YOUR TASK:
Below are some records: retype them all exactly, but not the pictures.

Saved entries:
-- Opening Marker --

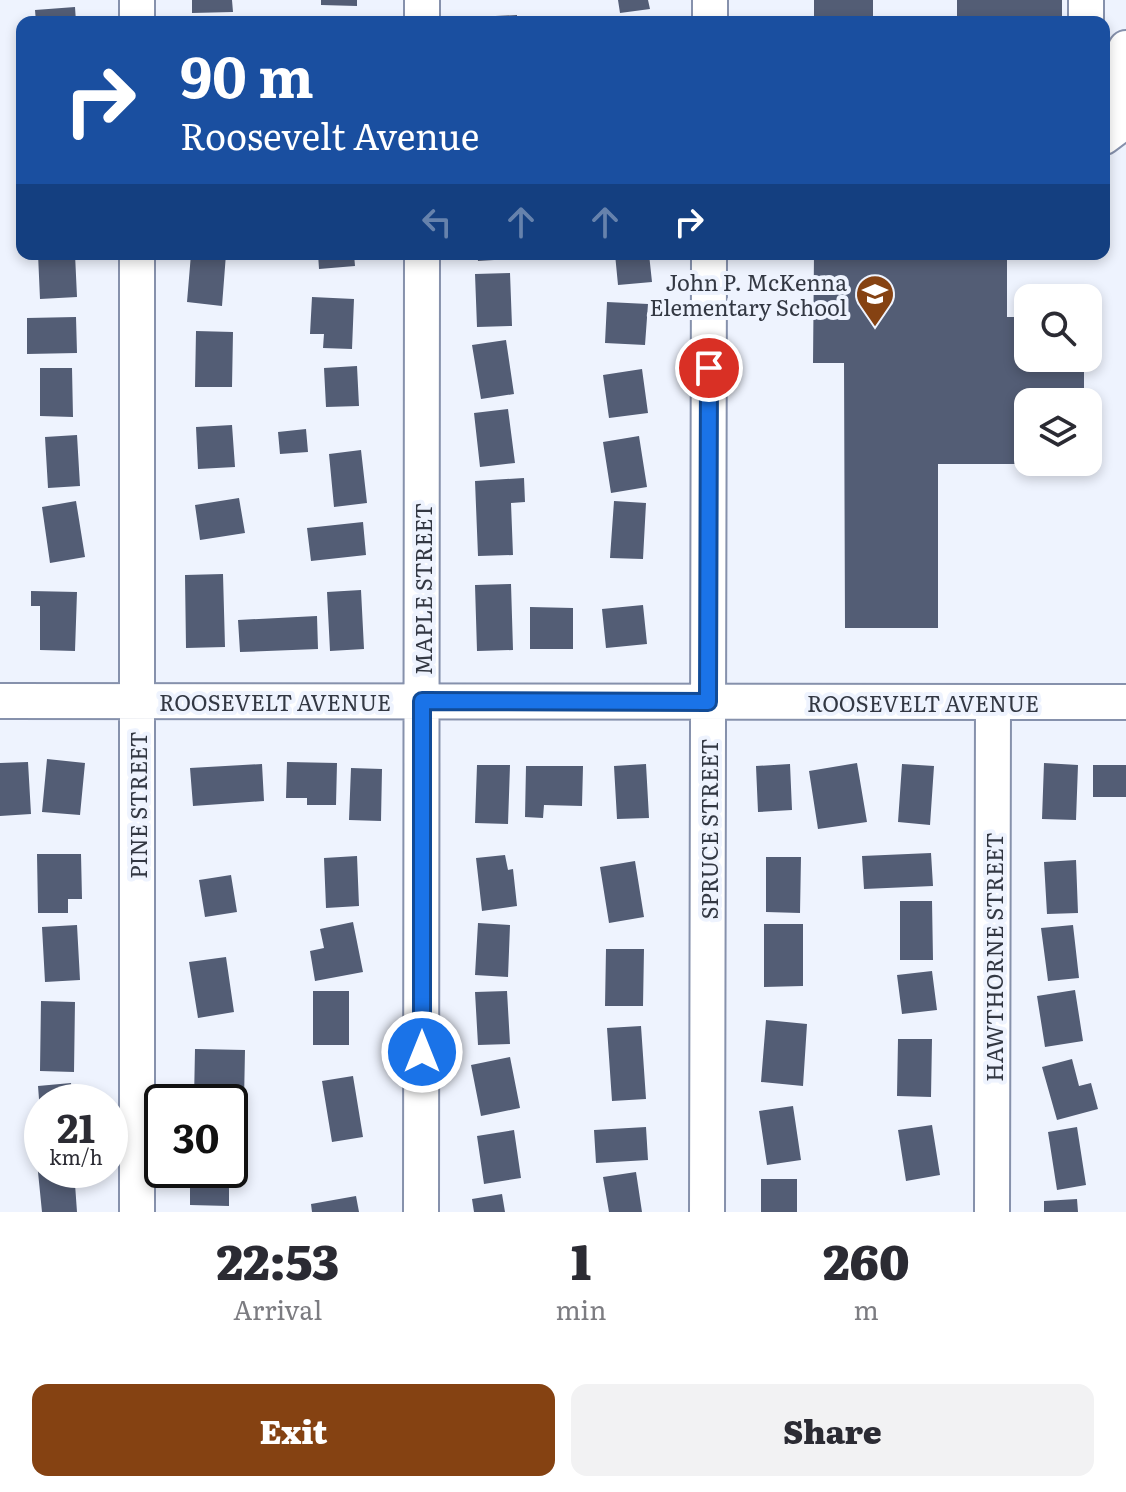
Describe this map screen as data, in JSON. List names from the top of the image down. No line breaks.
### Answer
{"streets":{"street":["MAPLE STREET","ROOSEVELT AVENUE","PINE STREET","SPRUCE STREET","HAWTHORNE STREET"]},"crossings":[["MAPLE STREET","ROOSEVELT AVENUE"],["ROOSEVELT AVENUE","PINE STREET"],["ROOSEVELT AVENUE","SPRUCE STREET"],["ROOSEVELT AVENUE","HAWTHORNE STREET"]],"places":{"school or university":["John P. McKenna Elementary School"]},"page":{"turn":["90 m","Roosevelt Avenue"],"speed":"21 km/h","limit":"30","eta":["22:53","Arrival","1","min","260","m"],"buttons":["Exit","Share"]}}
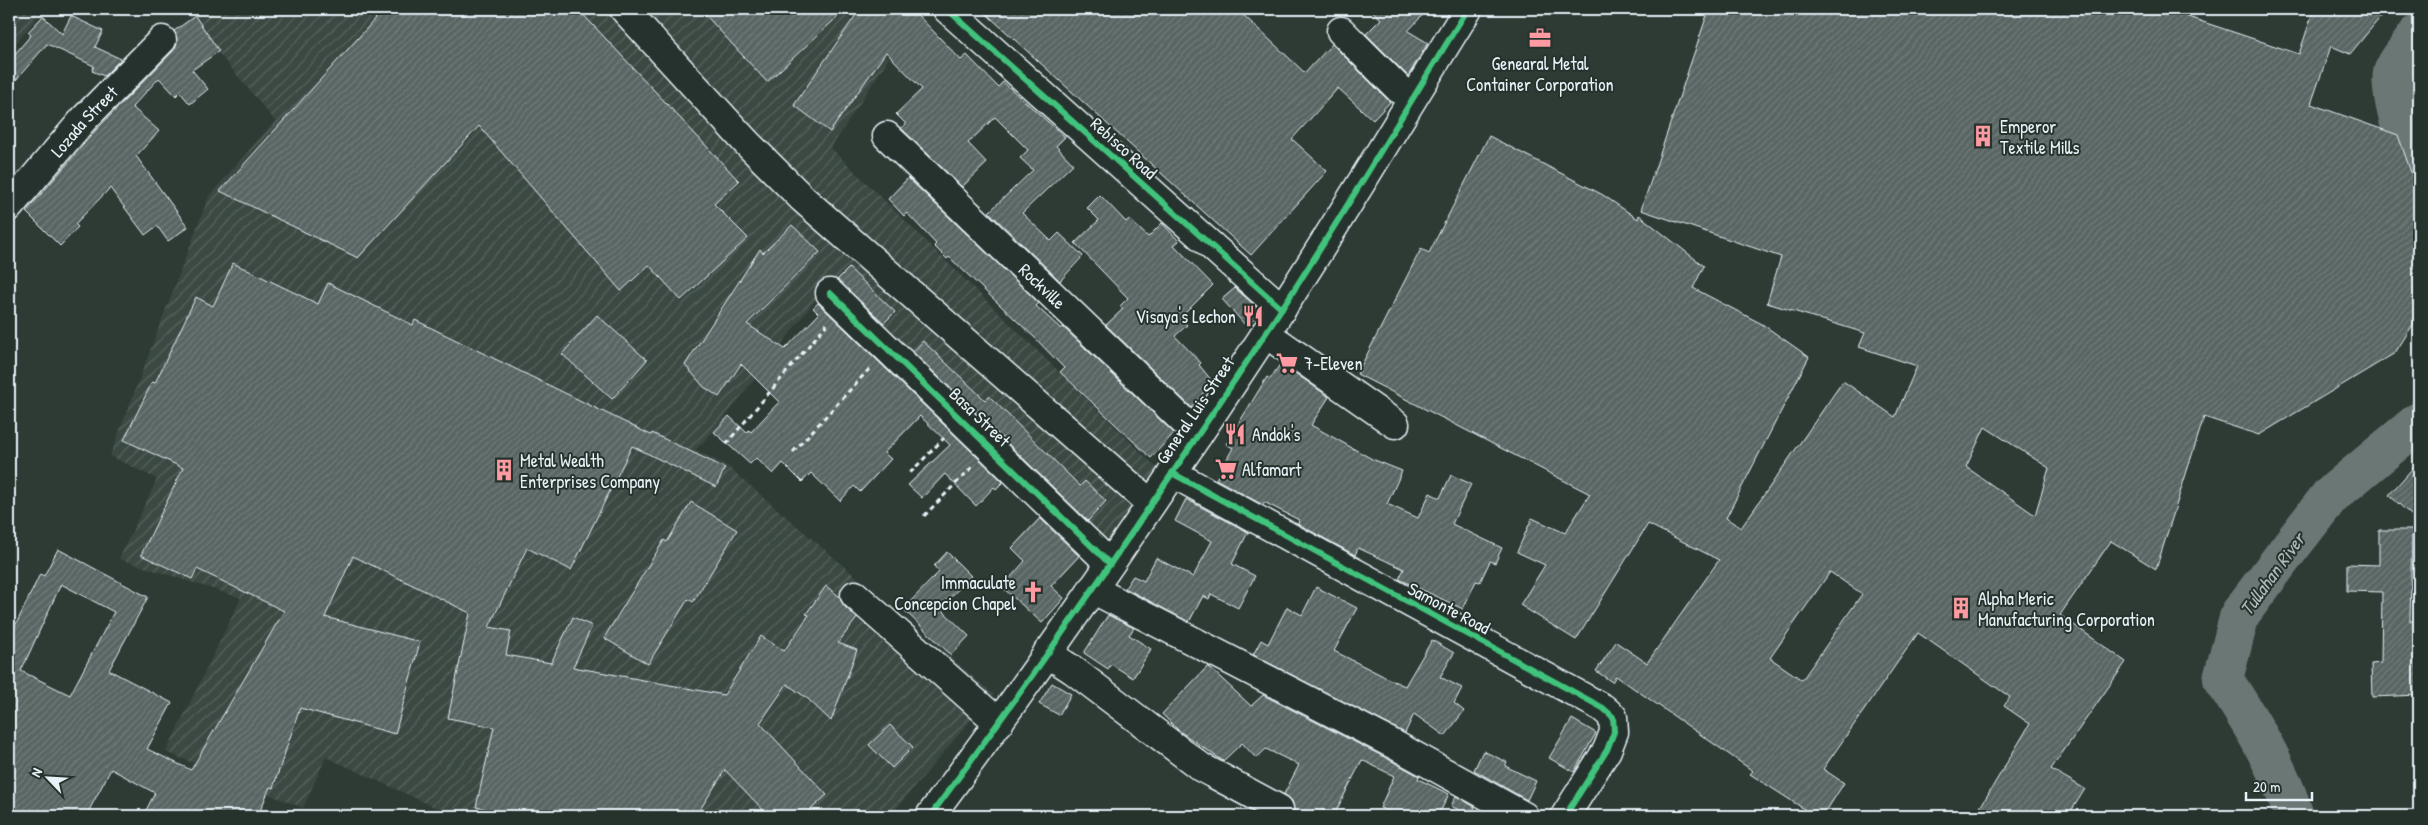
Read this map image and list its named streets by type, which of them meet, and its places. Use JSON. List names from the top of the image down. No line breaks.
{"streets":{"street":["Lozada Street","Rebisco Road","Rockville","General Luis Street","Basa Street","Samonte Road"]},"crossings":[["Rebisco Road","General Luis Street"],["Rockville","General Luis Street"],["General Luis Street","Basa Street"],["General Luis Street","Samonte Road"]],"water":["Tullahan River"],"places":{"office":["Genearal Metal Container Corporation"],"building":["Emperor Textile Mills","Metal Wealth Enterprises Company","Alpha Meric Manufacturing Corporation"],"restaurant":["Visaya's Lechon","Andok's"],"supermarket":["7-Eleven","Alfamart"],"church":["Immaculate Concepcion Chapel"]},"scale_bar":"20 m","north":"top left"}
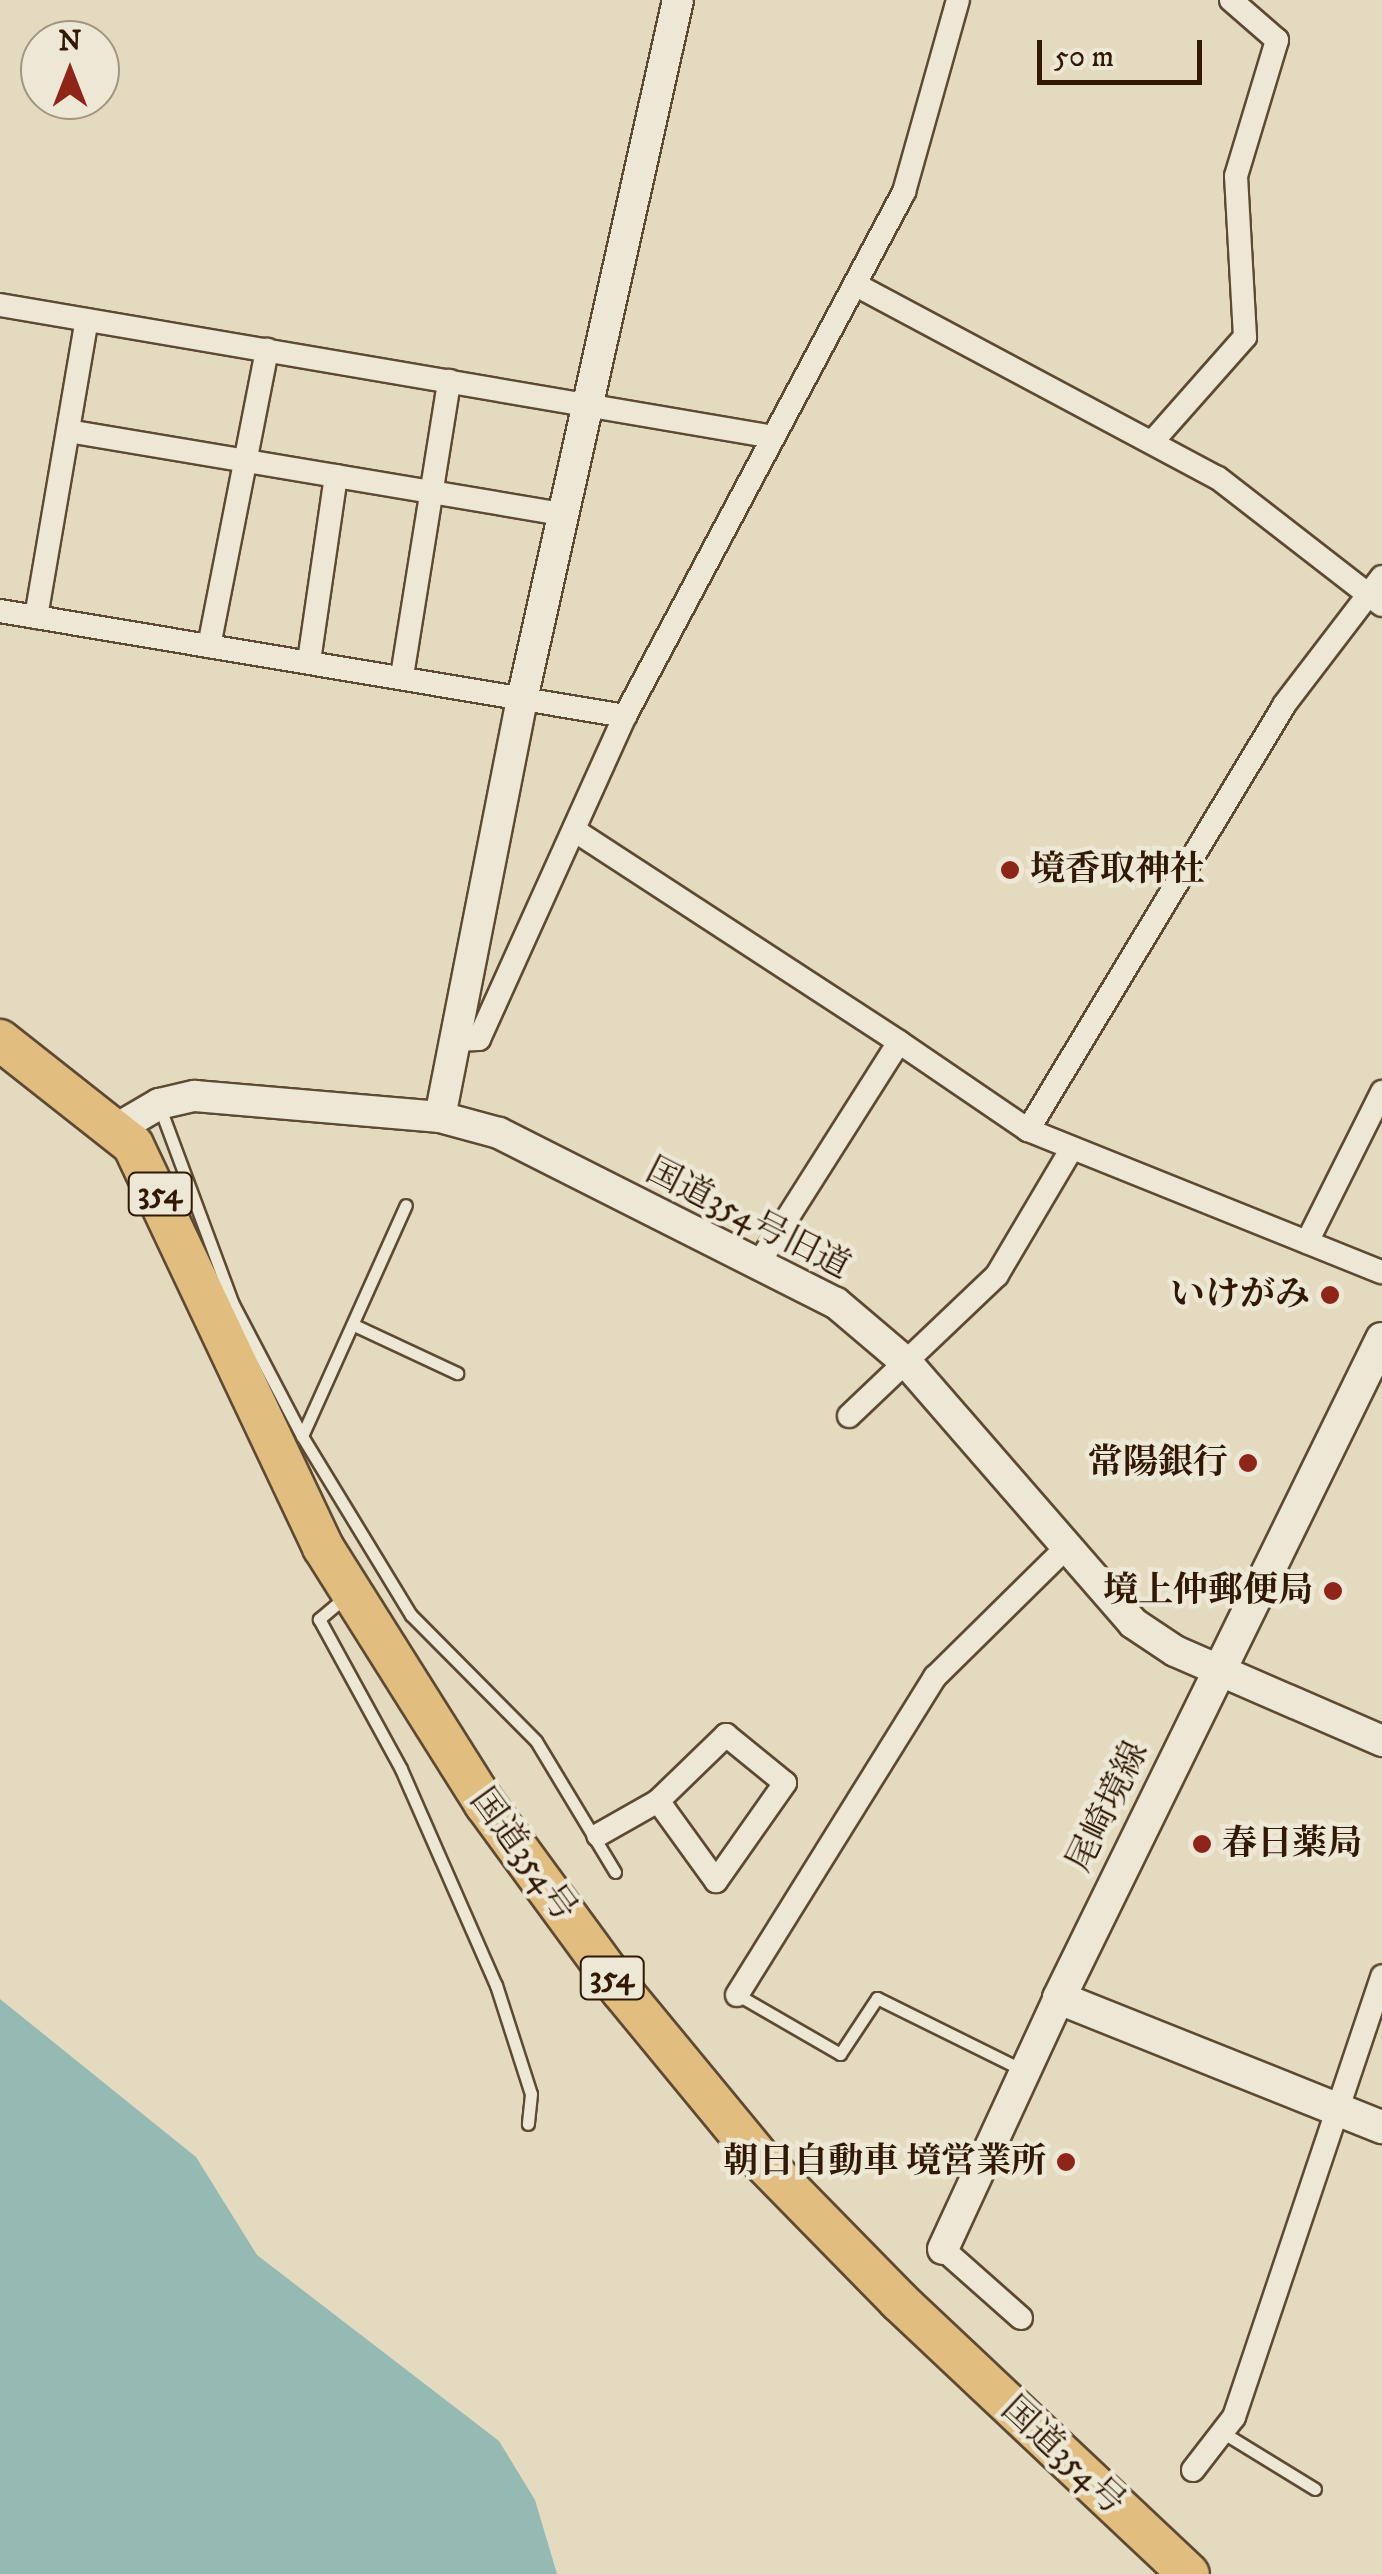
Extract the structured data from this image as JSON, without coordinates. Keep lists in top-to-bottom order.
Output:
{
  "streets": {
    "highway": ["354", "国道354号"],
    "main road": ["尾崎境線"],
    "street": ["国道354号旧道"]
  },
  "crossings": [
    ["国道354号旧道", "尾崎境線"],
    ["国道354号旧道", "国道354号"]
  ],
  "places": [
    "境香取神社",
    "いけがみ",
    "常陽銀行",
    "境上仲郵便局",
    "春日薬局",
    "朝日自動車 境営業所"
  ],
  "scale_bar": "50 m",
  "north": "top"
}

-- Closing Marker --

EXPECTED ANSWER:
Describe this map screen as data, in JSON. List names from the top of the image down. No line breaks.
### Answer
{"streets":{"street":["MAPLE STREET","ROOSEVELT AVENUE","PINE STREET","SPRUCE STREET","HAWTHORNE STREET"]},"crossings":[["MAPLE STREET","ROOSEVELT AVENUE"],["ROOSEVELT AVENUE","PINE STREET"],["ROOSEVELT AVENUE","SPRUCE STREET"],["ROOSEVELT AVENUE","HAWTHORNE STREET"]],"places":{"school or university":["John P. McKenna Elementary School"]},"page":{"turn":["90 m","Roosevelt Avenue"],"speed":"21 km/h","limit":"30","eta":["22:53","Arrival","1","min","260","m"],"buttons":["Exit","Share"]}}
Read this map image and list its named streets by type, which of them meet, and its places. Use JSON. List names from the top of the image down. No line breaks.
{"streets":{"street":["Lozada Street","Rebisco Road","Rockville","General Luis Street","Basa Street","Samonte Road"]},"crossings":[["Rebisco Road","General Luis Street"],["Rockville","General Luis Street"],["General Luis Street","Basa Street"],["General Luis Street","Samonte Road"]],"water":["Tullahan River"],"places":{"office":["Genearal Metal Container Corporation"],"building":["Emperor Textile Mills","Metal Wealth Enterprises Company","Alpha Meric Manufacturing Corporation"],"restaurant":["Visaya's Lechon","Andok's"],"supermarket":["7-Eleven","Alfamart"],"church":["Immaculate Concepcion Chapel"]},"scale_bar":"20 m","north":"top left"}
Extract the structured data from this image as JSON, without coordinates. Keep lists in top-to-bottom order.
Output:
{
  "streets": {
    "highway": ["354", "国道354号"],
    "main road": ["尾崎境線"],
    "street": ["国道354号旧道"]
  },
  "crossings": [
    ["国道354号旧道", "尾崎境線"],
    ["国道354号旧道", "国道354号"]
  ],
  "places": [
    "境香取神社",
    "いけがみ",
    "常陽銀行",
    "境上仲郵便局",
    "春日薬局",
    "朝日自動車 境営業所"
  ],
  "scale_bar": "50 m",
  "north": "top"
}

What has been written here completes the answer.